Imagine you’re out at dinner with a friend, excitedly awaiting your dish. Your food comes, and you take a big bite. Suddenly, you feel your throat heat up, your eyes fill with tears, and your hands become super sweaty. You manage to squeeze out the words “too spicy” before chugging down your entire glass of water in hopes of washing the burning sensation away. Your friend then tries your food, but somehow, they’re perfectly fine. People react differently to spices due to factors such as cultural diets. Different cultures use varying resources to achieve a range of spice levels: European dishes favor spices like oregano and saffron, Indian meals are rich in turmeric and chili powder, South American cuisine makes use of a wide variety of peppers, from sweet banana peppers to fiery jalapeños. However, these spices don’t just boost the taste factor of the food we eat. Evidence suggests that food with spices improves brain cell longevity and delays symptoms of cognitive disease. Understanding how spices impact the body is one way in which we can increase our knowledge of what a healthy diet looks like.

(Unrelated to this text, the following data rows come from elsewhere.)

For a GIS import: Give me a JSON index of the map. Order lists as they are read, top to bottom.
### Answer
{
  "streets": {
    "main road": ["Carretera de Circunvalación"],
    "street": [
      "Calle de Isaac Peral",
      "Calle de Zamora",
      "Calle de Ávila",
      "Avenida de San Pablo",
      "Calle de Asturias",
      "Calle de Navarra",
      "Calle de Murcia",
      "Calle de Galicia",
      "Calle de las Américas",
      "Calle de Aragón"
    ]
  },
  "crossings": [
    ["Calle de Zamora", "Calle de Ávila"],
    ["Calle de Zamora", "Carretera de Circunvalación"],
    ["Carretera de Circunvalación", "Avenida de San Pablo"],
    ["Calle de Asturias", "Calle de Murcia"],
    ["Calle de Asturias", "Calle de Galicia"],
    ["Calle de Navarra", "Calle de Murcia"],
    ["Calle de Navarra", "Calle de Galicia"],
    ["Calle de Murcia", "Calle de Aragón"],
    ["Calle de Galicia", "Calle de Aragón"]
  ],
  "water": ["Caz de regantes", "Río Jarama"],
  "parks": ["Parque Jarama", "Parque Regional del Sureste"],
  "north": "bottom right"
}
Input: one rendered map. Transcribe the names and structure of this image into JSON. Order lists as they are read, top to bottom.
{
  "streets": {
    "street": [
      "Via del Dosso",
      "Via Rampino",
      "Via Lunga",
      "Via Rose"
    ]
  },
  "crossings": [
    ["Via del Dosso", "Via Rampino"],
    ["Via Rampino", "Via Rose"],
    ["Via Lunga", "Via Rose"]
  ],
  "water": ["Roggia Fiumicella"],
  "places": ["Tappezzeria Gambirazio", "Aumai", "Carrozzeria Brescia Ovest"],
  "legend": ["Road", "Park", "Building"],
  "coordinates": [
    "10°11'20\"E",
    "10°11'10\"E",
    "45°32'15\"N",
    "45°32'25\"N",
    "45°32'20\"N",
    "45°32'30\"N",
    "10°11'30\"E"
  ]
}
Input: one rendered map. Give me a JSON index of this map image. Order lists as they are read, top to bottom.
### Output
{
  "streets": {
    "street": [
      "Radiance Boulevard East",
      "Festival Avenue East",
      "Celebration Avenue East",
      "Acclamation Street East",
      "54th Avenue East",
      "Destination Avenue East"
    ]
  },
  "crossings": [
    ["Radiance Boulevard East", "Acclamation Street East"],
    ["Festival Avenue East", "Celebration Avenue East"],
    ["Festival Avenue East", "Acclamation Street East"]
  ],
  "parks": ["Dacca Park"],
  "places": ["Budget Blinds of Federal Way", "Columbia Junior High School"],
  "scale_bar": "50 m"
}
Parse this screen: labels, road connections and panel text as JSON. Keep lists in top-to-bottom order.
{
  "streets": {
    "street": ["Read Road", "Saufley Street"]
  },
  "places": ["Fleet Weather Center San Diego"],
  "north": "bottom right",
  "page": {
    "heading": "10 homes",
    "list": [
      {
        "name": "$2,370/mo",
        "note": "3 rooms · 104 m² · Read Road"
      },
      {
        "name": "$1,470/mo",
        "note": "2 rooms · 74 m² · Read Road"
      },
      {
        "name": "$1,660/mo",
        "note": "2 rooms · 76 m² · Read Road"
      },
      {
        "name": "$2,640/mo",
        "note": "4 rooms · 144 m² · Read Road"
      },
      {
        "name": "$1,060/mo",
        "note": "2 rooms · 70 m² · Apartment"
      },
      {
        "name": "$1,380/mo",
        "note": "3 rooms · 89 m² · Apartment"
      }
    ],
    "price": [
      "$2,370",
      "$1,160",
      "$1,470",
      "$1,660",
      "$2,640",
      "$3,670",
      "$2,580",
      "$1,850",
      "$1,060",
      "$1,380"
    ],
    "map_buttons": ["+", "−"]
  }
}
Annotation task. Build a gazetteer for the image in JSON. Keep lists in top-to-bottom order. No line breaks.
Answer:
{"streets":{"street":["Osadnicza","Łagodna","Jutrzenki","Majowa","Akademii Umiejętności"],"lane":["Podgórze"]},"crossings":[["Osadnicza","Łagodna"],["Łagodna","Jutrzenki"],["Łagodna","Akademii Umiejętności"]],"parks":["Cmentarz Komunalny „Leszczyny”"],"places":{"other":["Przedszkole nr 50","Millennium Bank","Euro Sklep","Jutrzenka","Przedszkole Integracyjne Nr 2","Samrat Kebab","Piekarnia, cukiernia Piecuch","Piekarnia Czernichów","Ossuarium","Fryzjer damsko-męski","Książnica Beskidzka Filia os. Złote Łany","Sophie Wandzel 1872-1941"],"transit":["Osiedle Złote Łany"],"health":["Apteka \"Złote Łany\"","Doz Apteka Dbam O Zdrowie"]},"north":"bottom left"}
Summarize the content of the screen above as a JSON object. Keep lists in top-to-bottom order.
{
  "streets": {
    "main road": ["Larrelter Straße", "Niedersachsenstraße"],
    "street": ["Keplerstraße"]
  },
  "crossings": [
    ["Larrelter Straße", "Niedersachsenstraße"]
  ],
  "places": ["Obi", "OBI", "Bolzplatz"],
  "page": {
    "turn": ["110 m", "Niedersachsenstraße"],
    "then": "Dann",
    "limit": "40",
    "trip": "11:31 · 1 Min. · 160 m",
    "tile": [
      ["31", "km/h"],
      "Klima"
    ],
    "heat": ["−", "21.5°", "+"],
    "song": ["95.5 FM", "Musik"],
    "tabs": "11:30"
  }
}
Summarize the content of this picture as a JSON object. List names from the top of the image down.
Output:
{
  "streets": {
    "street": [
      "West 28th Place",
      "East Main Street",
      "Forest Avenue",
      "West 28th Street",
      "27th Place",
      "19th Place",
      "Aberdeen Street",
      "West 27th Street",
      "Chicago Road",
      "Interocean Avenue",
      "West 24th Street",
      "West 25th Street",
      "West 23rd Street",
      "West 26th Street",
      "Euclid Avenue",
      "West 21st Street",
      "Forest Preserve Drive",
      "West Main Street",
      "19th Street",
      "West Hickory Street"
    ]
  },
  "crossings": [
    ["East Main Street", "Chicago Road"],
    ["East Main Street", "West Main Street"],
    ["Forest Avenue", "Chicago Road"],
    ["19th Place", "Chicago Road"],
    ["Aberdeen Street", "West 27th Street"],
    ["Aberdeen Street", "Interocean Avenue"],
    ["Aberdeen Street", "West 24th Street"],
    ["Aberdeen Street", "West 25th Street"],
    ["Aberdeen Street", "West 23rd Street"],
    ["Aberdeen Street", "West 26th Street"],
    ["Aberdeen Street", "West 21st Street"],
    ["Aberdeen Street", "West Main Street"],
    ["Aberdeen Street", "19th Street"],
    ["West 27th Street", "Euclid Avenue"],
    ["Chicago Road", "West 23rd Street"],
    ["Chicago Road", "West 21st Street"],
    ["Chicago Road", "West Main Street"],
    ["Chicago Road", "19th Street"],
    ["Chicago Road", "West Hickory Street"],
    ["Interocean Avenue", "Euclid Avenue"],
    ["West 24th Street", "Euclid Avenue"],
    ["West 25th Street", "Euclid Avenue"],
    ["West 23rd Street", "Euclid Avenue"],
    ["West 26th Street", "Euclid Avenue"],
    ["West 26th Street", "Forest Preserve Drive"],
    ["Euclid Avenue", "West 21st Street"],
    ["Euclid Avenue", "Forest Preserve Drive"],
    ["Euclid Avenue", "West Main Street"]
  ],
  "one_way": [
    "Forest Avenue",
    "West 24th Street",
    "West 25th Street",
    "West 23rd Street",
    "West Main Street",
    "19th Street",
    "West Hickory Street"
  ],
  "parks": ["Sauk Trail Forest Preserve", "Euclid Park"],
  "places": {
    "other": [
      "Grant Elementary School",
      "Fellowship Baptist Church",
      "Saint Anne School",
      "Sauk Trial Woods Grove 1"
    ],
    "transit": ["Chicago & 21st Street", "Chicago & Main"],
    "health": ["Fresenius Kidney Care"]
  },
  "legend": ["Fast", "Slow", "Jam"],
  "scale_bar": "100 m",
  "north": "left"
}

So what exactly counts as a spice? A spice is a seasoning ingredient that comes from a seed, fruit, root, or bark of a plant. Seasonings made from leaves are termed herbs, though they fall under the spice umbrella when dried and grounded [1]. Apart from adding to the flavor of a meal, these spices may be used for medical purposes in the future. Recent research demonstrates where exactly the brain detects spice, how the properties of spice impact the microbes that connect the gut and the brain, and what effects spices have on cognitive function. 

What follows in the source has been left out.